Elgin Youth Symphony Orchestra members haven’t let the pandemic stop them, and on Sunday they will present Wanderers, a series of three livestreamed concerts.
Executive Director Eric Larson said that while many other groups have suspended operations or gone completely remote, EYSO has worked hard to bring their student musicians together safely.
“Throughout this season, I’ve heard from parents how important it has been that their students have this opportunity to make music together when most everything else in their lives has been turned upside down,” Larson said.
This is the second set of public performances in EYSO’s Myths & Legends series this season. This is the group’s 45th year.
More than 270 students from about 70 communities will play in various groupings during the 2 p.m., 4:30 p.m. and 7 p.m. concerts. Details are at www.eyso.org/concert.
The free livestreamed concerts will feature students from all levels in a variety of ensembles.
Students had one of their final rehearsals Sunday at ECC, with hundreds of musicians spread out throughout the arts center and staggered over a nine-hour period. Large groups, like Philharmonia, were divided in half and played with 50 students at a time, practicing for 30 minutes, then taking a 15-minute break to let the room air out, said Emily Krasinski, membership coordinator and music librarian.
Students wore masks that were modified to fit the instrument they played.
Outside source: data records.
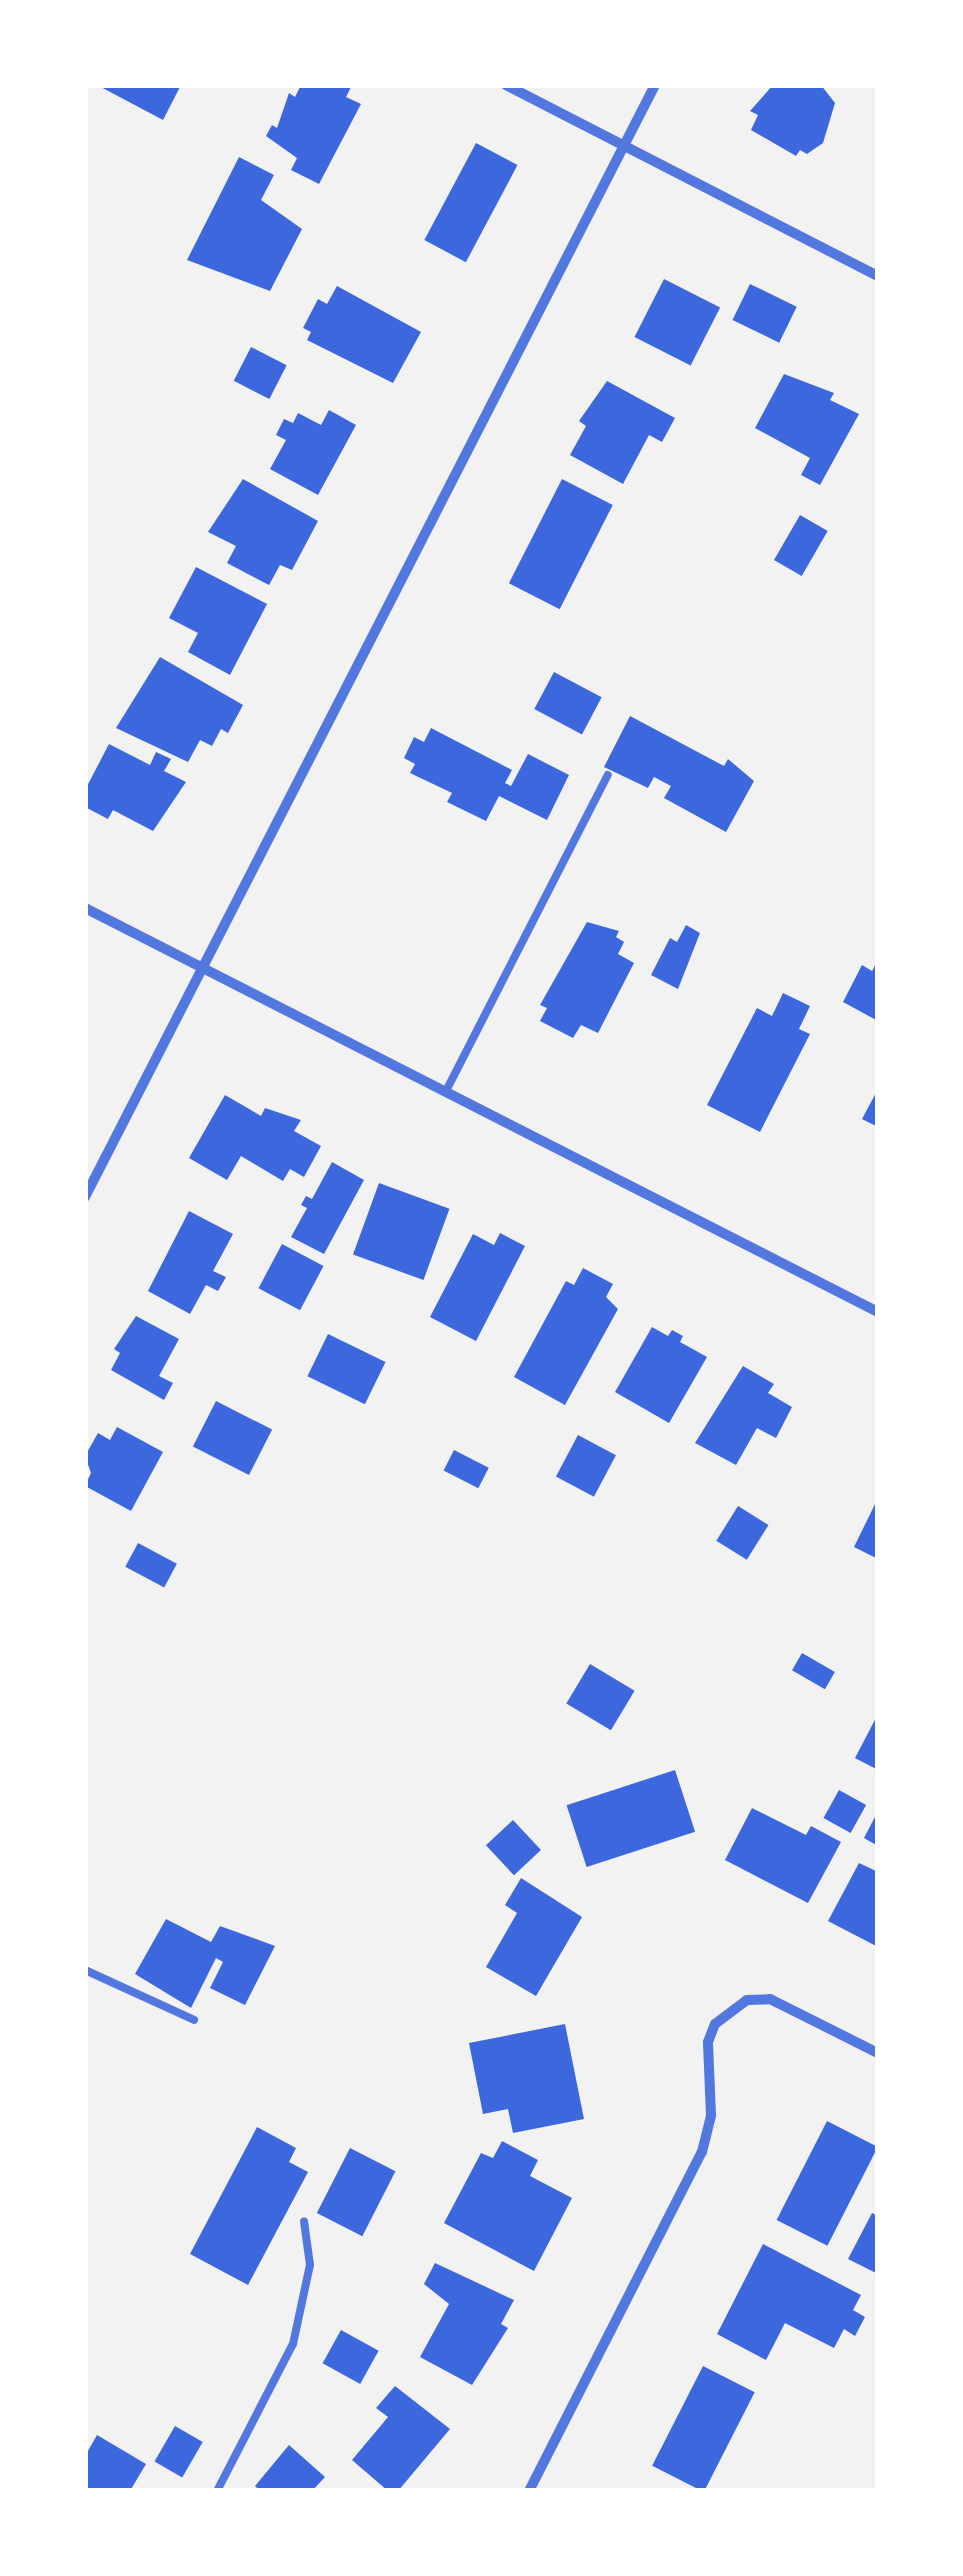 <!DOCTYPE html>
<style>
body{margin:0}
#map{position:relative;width:963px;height:2576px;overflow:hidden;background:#f2f2f2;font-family:"Roboto Condensed",sans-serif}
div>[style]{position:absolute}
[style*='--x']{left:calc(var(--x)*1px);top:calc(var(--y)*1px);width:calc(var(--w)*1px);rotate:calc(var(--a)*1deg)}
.building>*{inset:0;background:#3d67dc;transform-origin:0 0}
.service>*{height:8px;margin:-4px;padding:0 4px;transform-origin:4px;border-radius:4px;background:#5277de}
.minor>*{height:10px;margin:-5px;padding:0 5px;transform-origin:5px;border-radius:5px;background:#5277de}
span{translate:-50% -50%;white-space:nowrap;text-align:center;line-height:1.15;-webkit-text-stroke:8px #fff;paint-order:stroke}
.frame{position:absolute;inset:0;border:88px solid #fff;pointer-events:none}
</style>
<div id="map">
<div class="building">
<div style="clip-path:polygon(97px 85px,181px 85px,163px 120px)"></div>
<div style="clip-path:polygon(301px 85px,352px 85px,346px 97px,361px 104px,319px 184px,291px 170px,297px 158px,266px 136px,272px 125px,277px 128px,289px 93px,295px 97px)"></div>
<div style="clip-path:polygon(773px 85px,821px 85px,835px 103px,823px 143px,807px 154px,800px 150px,796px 156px,751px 130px,758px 115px,750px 111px)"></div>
<div style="left:476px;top:143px;width:47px;height:110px;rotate:28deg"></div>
<div style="clip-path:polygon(239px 157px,274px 175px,261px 200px,302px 229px,270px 291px,187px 260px)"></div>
<div style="left:664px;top:279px;width:63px;height:65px;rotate:27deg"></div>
<div style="left:750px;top:284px;width:52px;height:40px;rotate:26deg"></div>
<div style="clip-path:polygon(337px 286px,421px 332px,393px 383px,307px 340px,311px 332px,303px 328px,318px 299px,327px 304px)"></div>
<div style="left:251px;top:347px;width:40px;height:38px;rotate:27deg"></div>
<div style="clip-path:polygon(784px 374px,834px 393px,830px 400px,859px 414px,820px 485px,801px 475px,810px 458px,755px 428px)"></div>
<div style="clip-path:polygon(607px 381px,675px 418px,662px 442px,649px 435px,623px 484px,570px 455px,586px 426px,579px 421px)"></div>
<div style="clip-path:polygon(329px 410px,356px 425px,318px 495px,270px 469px,286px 440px,276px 435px,284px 419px,293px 423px,298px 413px,321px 425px)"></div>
<div style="clip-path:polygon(243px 479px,318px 521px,292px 570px,280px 565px,269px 585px,227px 563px,236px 546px,208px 532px)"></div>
<div style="left:562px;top:479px;width:57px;height:117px;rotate:27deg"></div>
<div style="left:800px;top:515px;width:32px;height:52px;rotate:30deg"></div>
<div style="clip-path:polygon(196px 567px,267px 604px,230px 675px,188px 652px,198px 633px,169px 618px)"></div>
<div style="clip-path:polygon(160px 657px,243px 705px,228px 733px,221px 729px,212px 746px,200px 740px,188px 762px,116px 728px)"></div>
<div style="left:554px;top:672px;width:54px;height:42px;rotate:28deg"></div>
<div style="clip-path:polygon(630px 716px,724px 766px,728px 759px,754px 781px,726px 832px,664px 798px,671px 786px,654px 777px,648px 788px,604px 767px)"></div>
<div style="clip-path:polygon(431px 728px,512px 770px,505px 783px,511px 786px,528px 754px,569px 775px,547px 820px,499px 796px,486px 821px,447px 802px,452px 793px,410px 773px,415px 764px,404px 758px,414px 737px,424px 742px)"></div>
<div style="clip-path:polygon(109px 744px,150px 765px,156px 752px,171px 759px,164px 771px,186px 782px,153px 831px,113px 810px,108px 819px,85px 807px,85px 790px)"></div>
<div style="clip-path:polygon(587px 922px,619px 931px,616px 937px,624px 942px,618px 954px,634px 963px,598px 1033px,581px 1025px,573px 1038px,540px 1021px,547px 1008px,540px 1005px)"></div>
<div style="clip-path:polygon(686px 925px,700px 933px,678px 989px,651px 975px,670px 938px,677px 942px)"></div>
<div style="clip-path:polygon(878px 960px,878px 1021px,843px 1002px,862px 965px,872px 971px)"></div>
<div style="clip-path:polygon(783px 993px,810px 1006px,799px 1029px,810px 1034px,760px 1132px,707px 1105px,757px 1008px,772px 1016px)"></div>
<div style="clip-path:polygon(878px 1089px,878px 1127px,862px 1119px)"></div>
<div style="clip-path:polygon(225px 1095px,261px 1116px,265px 1108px,301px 1120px,294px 1131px,321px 1146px,304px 1177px,290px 1169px,283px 1181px,241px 1156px,227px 1180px,189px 1158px)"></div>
<div style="clip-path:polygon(332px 1162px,364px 1180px,324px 1254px,291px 1237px,307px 1208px,301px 1205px,306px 1196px,312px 1199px)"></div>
<div style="left:379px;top:1183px;width:75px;height:76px;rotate:20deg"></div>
<div style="clip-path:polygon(189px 1211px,233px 1234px,213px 1271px,226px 1277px,218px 1291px,206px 1285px,190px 1314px,148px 1291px)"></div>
<div style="clip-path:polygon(500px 1233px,525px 1246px,476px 1341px,430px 1317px,473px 1234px,494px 1245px)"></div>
<div style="left:282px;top:1244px;width:47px;height:50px;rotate:28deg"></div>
<div style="clip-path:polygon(583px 1268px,613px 1284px,606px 1297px,618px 1309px,565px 1405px,514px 1377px,566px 1281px,574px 1285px)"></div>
<div style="clip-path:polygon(136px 1316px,179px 1339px,159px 1376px,173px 1383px,164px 1400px,111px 1370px,120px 1353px,114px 1349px)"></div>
<div style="clip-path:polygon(652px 1327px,668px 1336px,672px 1330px,683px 1336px,680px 1342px,707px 1357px,669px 1423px,615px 1392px)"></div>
<div style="left:328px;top:1334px;width:64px;height:47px;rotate:26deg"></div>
<div style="clip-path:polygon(743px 1366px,774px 1384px,768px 1393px,792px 1407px,776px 1438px,757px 1428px,736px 1465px,695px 1443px)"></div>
<div style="left:216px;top:1401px;width:63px;height:51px;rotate:27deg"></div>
<div style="clip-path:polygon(117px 1427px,163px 1452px,131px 1511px,85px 1486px,91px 1473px,85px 1456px,98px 1433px,110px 1440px)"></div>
<div style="left:578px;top:1435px;width:43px;height:47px;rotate:28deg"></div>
<div style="left:454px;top:1450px;width:39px;height:23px;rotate:27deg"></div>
<div style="clip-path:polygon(878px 1498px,878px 1559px,854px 1547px)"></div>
<div style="left:738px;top:1506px;width:36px;height:41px;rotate:32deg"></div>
<div style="left:138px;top:1543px;width:44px;height:27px;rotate:28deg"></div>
<div style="left:802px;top:1653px;width:38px;height:20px;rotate:30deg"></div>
<div style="left:590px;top:1664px;width:52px;height:46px;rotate:31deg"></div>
<div style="clip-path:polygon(878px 1714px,878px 1770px,855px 1758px)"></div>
<div style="left:675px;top:1770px;width:65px;height:114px;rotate:72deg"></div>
<div style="left:839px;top:1790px;width:31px;height:32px;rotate:29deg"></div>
<div style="clip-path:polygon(752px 1808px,806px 1835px,811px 1826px,841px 1842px,808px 1903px,725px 1860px)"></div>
<div style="clip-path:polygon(878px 1811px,878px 1846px,864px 1838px)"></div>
<div style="left:513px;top:1820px;width:41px;height:37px;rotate:47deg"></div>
<div style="clip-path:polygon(859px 1863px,878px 1872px,878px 1947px,828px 1921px)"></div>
<div style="clip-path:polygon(521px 1878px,582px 1917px,536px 1996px,486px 1967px,517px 1913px,505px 1905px)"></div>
<div style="clip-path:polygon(166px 1919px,211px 1942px,220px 1926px,275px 1946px,245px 2005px,210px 1988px,223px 1962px,216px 1958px,191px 2008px,135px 1974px)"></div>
<div style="clip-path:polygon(565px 2024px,584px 2119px,513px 2133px,508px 2109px,483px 2114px,469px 2043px)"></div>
<div style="left:827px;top:2121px;width:57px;height:111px;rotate:27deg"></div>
<div style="clip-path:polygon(257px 2127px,296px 2148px,289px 2162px,308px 2172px,248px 2285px,190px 2254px)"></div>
<div style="clip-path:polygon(502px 2141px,538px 2160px,530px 2176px,572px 2198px,534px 2271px,444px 2223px,481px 2153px,493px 2158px)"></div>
<div style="left:350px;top:2148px;width:51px;height:73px;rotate:27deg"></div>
<div style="clip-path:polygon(872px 2213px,878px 2216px,878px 2274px,848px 2259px)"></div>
<div style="clip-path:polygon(763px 2244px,861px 2295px,853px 2310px,865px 2317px,855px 2336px,844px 2329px,834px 2348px,785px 2323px,766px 2360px,717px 2334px)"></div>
<div style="clip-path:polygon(435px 2263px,514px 2300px,501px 2324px,508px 2328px,472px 2385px,420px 2357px,449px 2304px,424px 2284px)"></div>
<div style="left:341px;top:2330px;width:43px;height:38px;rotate:29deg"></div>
<div style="left:703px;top:2366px;width:58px;height:112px;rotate:27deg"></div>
<div style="clip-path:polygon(395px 2386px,450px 2429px,398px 2491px,388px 2491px,352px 2460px,388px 2417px,376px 2408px)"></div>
<div style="left:175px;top:2426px;width:32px;height:41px;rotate:30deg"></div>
<div style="clip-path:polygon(97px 2435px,146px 2464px,130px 2491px,85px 2491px,85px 2456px)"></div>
<div style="clip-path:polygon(289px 2445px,325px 2477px,312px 2491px,260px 2491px,255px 2486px)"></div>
</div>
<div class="service">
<div style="--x:446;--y:1091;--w:355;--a:-62.9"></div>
<div style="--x:85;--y:1970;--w:120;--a:24.6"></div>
<div style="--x:217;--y:2491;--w:165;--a:-62.7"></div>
<div style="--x:293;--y:2344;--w:81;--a:-77.9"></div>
<div style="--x:310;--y:2265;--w:44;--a:-97.8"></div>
</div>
<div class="minor">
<div style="--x:506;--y:85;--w:418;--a:27.2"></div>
<div style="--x:85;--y:908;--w:890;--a:27"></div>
<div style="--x:85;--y:1197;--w:1250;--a:-62.86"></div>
<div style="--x:529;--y:2491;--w:381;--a:-63"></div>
<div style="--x:702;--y:2152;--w:38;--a:-76"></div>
<div style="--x:711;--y:2115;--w:73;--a:-92.4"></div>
<div style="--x:708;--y:2042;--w:19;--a:-69"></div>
<div style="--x:715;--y:2024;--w:40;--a:-37"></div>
<div style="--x:747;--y:2000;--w:23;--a:-2"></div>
<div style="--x:770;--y:1999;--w:121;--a:26.6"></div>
</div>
<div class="frame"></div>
</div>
Some cut slits in disposable surgical masks, while others wore specially designed masks, such as a special bandanna for flutists, that were made by parent volunteers and the ECC costume department. The bells, or end pieces, of all wind instruments were equipped with special covers.
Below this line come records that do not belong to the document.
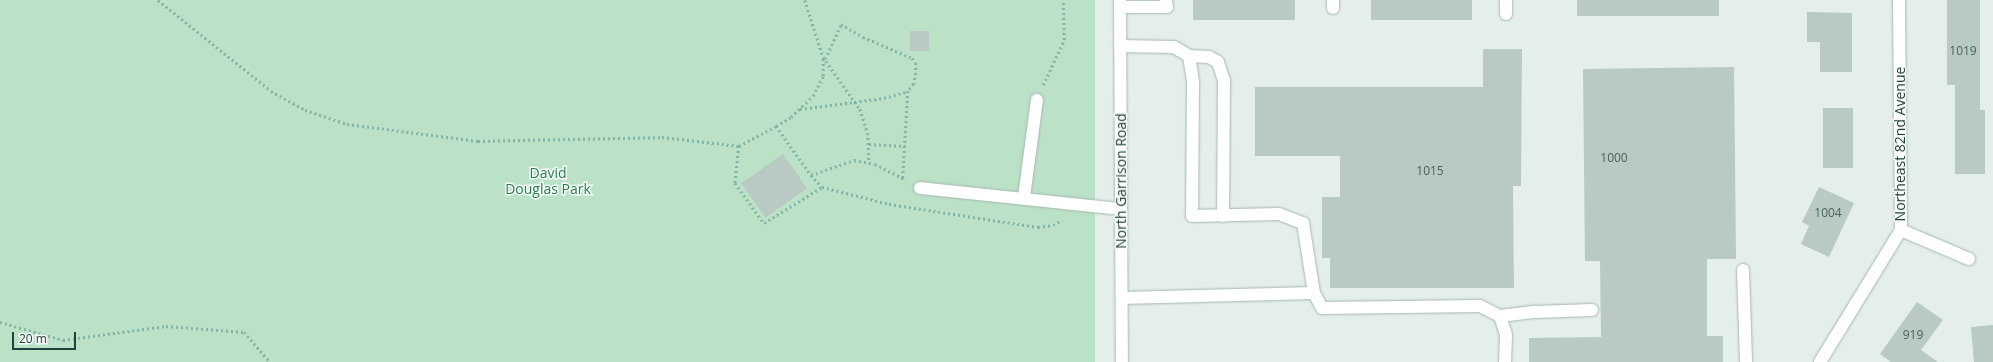 <!DOCTYPE html>
<style>
body{margin:0}
#map{position:relative;width:1993px;height:362px;overflow:hidden;background:#e4eeea;font-family:"Open Sans",sans-serif}
div>[style]{position:absolute}
.green>*{inset:0;background:#bbe1c7;transform-origin:0 0}
.building>*{inset:0;background:#b8cac3;transform-origin:0 0}
.path>*{height:2.5px;margin-top:-1.25px;transform-origin:0;background:repeating-linear-gradient(90deg,#81b5a7 0 2px,transparent 0 5px)}
.roads{filter:drop-shadow(0 0 1px #a6b7b2) drop-shadow(0 0 1px #a6b7b2)}
.minor>*{height:12px;margin:-6px;padding:0 6px;transform-origin:6px;border-radius:6px;background:#fff}
span{translate:-50% -50%;white-space:nowrap;text-align:center;line-height:1.15;-webkit-text-stroke:3px #f5faf8;paint-order:stroke}
.number-label{font-size:12px;color:#47645d}
.number-label span{-webkit-text-stroke-width:0}
.street-label{font-size:14px;color:#21423b}
.park-label{font-size:14px;color:#277d4d}
.scale{position:absolute;left:12px;top:332px;width:64px;height:18px;box-sizing:border-box;border:2px solid #21423b;border-top:0;padding-left:5px;font-size:12px;line-height:14px;white-space:nowrap;color:#21423b;-webkit-text-stroke:3px #f5faf8;paint-order:stroke}
</style>
<div id="map">
<div class="green">
<div style="left:0;top:0;width:1095px;height:362px"></div>
</div>
<div class="building">
<div style="left:1193px;top:0;width:102px;height:20px"></div>
<div style="left:1371px;top:0;width:101px;height:20px"></div>
<div style="left:1577px;top:0;width:142px;height:16px"></div>
<div style="clip-path:polygon(1947px 0,1980px 0,1980px 110px,1985px 110px,1985px 174px,1955px 174px,1955px 85px,1947px 85px)"></div>
<div style="clip-path:polygon(1807px 12px,1852px 13px,1852px 72px,1820px 72px,1820px 42px,1807px 42px)"></div>
<div style="left:910px;top:31px;width:19px;height:20px"></div>
<div style="clip-path:polygon(1483px 49px,1522px 49px,1521px 186px,1513px 186px,1514px 288px,1330px 288px,1330px 258px,1322px 258px,1322px 197px,1340px 197px,1340px 156px,1255px 156px,1255px 87px,1483px 87px)"></div>
<div style="clip-path:polygon(1734px 67px,1736px 259px,1707px 259px,1707px 336px,1723px 336px,1723px 362px,1529px 362px,1529px 338px,1601px 337px,1600px 261px,1585px 261px,1583px 69px)"></div>
<div style="left:1823px;top:108px;width:30px;height:60px"></div>
<div style="left:783px;top:154px;width:42px;height:51px;rotate:55deg"></div>
<div style="clip-path:polygon(1819px 187px,1854px 203px,1829px 257px,1801px 244px,1809px 226px,1802px 222px)"></div>
<div style="clip-path:polygon(1917px 302px,1943px 320px,1921px 350px,1938px 362px,1891px 362px,1880px 354px)"></div>
<div style="clip-path:polygon(1993px 325px,1993px 362px,1974px 362px,1971px 327px)"></div>
</div>
<div class="path">
<div style="left:158px;top:0;width:145px;rotate:38.8deg"></div>
<div style="left:271px;top:91px;width:39px;rotate:29deg"></div>
<div style="left:305px;top:110px;width:44px;rotate:18.4deg"></div>
<div style="left:347px;top:124px;width:132px;rotate:7.4deg"></div>
<div style="left:478px;top:141px;width:184px;rotate:-1.2deg"></div>
<div style="left:662px;top:137px;width:78px;rotate:6.7deg"></div>
<div style="left:739px;top:146px;width:42px;rotate:-28.4deg"></div>
<div style="left:776px;top:126px;width:60px;rotate:54.5deg"></div>
<div style="left:811px;top:175px;width:46px;rotate:-19.2deg"></div>
<div style="left:854px;top:160px;width:21px;rotate:11deg"></div>
<div style="left:875px;top:164px;width:35px;rotate:27deg"></div>
<div style="left:805px;top:0;width:60px;rotate:72.5deg"></div>
<div style="left:823px;top:57px;width:64px;rotate:54.6deg"></div>
<div style="left:860px;top:109px;width:25px;rotate:72deg"></div>
<div style="left:868px;top:133px;width:30px;rotate:88deg"></div>
<div style="left:825px;top:59px;width:38px;rotate:-65deg"></div>
<div style="left:841px;top:24px;width:26px;rotate:31deg"></div>
<div style="left:863px;top:37px;width:53px;rotate:23.2deg"></div>
<div style="left:912px;top:58px;width:6px;rotate:51deg"></div>
<div style="left:916px;top:63px;width:10px;rotate:90deg"></div>
<div style="left:916px;top:73px;width:11px;rotate:100deg"></div>
<div style="left:914px;top:84px;width:9px;rotate:131deg"></div>
<div style="left:1043px;top:85px;width:50px;rotate:-65deg"></div>
<div style="left:1064px;top:40px;width:40px;rotate:-91.4deg"></div>
<div style="left:800px;top:109px;width:85px;rotate:-7.5deg"></div>
<div style="left:884px;top:98px;width:25px;rotate:-16deg"></div>
<div style="left:908px;top:91px;width:88px;rotate:93.3deg"></div>
<div style="left:776px;top:126px;width:17px;rotate:-31deg"></div>
<div style="left:791px;top:117px;width:30px;rotate:-44deg"></div>
<div style="left:813px;top:96px;width:22px;rotate:-63deg"></div>
<div style="left:823px;top:76px;width:19px;rotate:-90deg"></div>
<div style="left:869px;top:144px;width:36px;rotate:3deg"></div>
<div style="left:739px;top:146px;width:37px;rotate:96deg"></div>
<div style="left:735px;top:183px;width:49px;rotate:54.1deg"></div>
<div style="left:764px;top:223px;width:68px;rotate:-31.8deg"></div>
<div style="left:811px;top:175px;width:16px;rotate:47deg"></div>
<div style="left:822px;top:187px;width:69px;rotate:14.2deg"></div>
<div style="left:889px;top:204px;width:151px;rotate:8.8deg"></div>
<div style="left:1038px;top:227px;width:15px;rotate:-8deg"></div>
<div style="left:1053px;top:225px;width:10px;rotate:-29deg"></div>
<div style="left:0;top:322px;width:66px;rotate:15.9deg"></div>
<div style="left:63px;top:340px;width:104px;rotate:-7.7deg"></div>
<div style="left:166px;top:326px;width:78px;rotate:4.4deg"></div>
<div style="left:244px;top:332px;width:40px;rotate:49deg"></div>
</div>
<div class="roads">
<div class="minor">
<div style="left:1120px;top:0;width:362px;rotate:89.7deg"></div>
<div style="left:1333px;top:0;width:8px;rotate:90deg"></div>
<div style="left:1506px;top:0;width:14px;rotate:90deg"></div>
<div style="left:1120px;top:7px;width:47px"></div>
<div style="left:1167px;top:7px;width:7px;rotate:-98deg"></div>
<div style="left:1120px;top:46px;width:54px;rotate:1.1deg"></div>
<div style="left:1174px;top:47px;width:17px;rotate:31deg"></div>
<div style="left:1189px;top:56px;width:20px;rotate:3deg"></div>
<div style="left:1209px;top:57px;width:10px;rotate:29deg"></div>
<div style="left:1218px;top:62px;width:19px;rotate:72deg"></div>
<div style="left:1224px;top:80px;width:136px;rotate:90.4deg"></div>
<div style="left:1189px;top:56px;width:26px;rotate:81deg"></div>
<div style="left:1193px;top:82px;width:134px;rotate:90.4deg"></div>
<div style="left:1192px;top:216px;width:87px;rotate:-1.3deg"></div>
<div style="left:1279px;top:214px;width:26px;rotate:21deg"></div>
<div style="left:1303px;top:223px;width:71px;rotate:81.1deg"></div>
<div style="left:920px;top:188px;width:201px;rotate:6deg"></div>
<div style="left:1024px;top:197px;width:98px;rotate:-82.4deg"></div>
<div style="left:1901px;top:230px;width:74px;rotate:23.1deg"></div>
<div style="left:1743px;top:270px;width:92px;rotate:88.1deg"></div>
<div style="left:1122px;top:298px;width:192px;rotate:-1.5deg"></div>
<div style="left:1314px;top:293px;width:17px;rotate:62deg"></div>
<div style="left:1322px;top:308px;width:158px;rotate:-0.7deg"></div>
<div style="left:1480px;top:306px;width:22px;rotate:27deg"></div>
<div style="left:1500px;top:316px;width:20px;rotate:72deg"></div>
<div style="left:1506px;top:335px;width:27px;rotate:92deg"></div>
<div style="left:1500px;top:316px;width:35px;rotate:-7deg"></div>
<div style="left:1535px;top:312px;width:57px;rotate:-2deg"></div>
<div style="left:1820px;top:362px;width:155px;rotate:-58.5deg"></div>
<div style="left:1901px;top:230px;width:230px;rotate:-90.5deg"></div>
</div>
</div>
<div class="number-label">
<span style="left:1963px;top:51px">1019</span>
<span style="left:1614px;top:158px">1000</span>
<span style="left:1430px;top:171px">1015</span>
<span style="left:1828px;top:213px">1004</span>
<span style="left:1913px;top:335px">919</span>
</div>
<div class="street-label">
<span style="left:1900px;top:144px;rotate:-90deg">Northeast 82nd Avenue</span>
<span style="left:1121px;top:181px;rotate:-90deg">North Garrison Road</span>
</div>
<div class="park-label">
<span style="left:548px;top:181px">David<br>Douglas Park</span>
</div>
<div class="scale">20 m</div>
</div>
A former horn player for three years with EYSO, Krasinski said she tried out playing with the masks early on. “It’s definitely weird,” she said. “But they’ve adapted.”
Students are spaced out depending on what they play, with the standard 6 feet of spacing for strings and percussion and 10 feet for wind instruments.
Even with as much space as ECC has to offer, some orchestras are broken up in smaller groups. “You just get into a literal square footage issue,” she said.
While there is still another concert left in the season after Sunday, registration is open for students to audition for the 2021-22 season, Larson said. Auditions will take place May 27-30 at ECC.
“This pandemic has reinforced how important music and the arts in general can be to us,” he said. “That’s why we did what it took to deliver a full 2020-21 season and why we’re looking forward to next year.”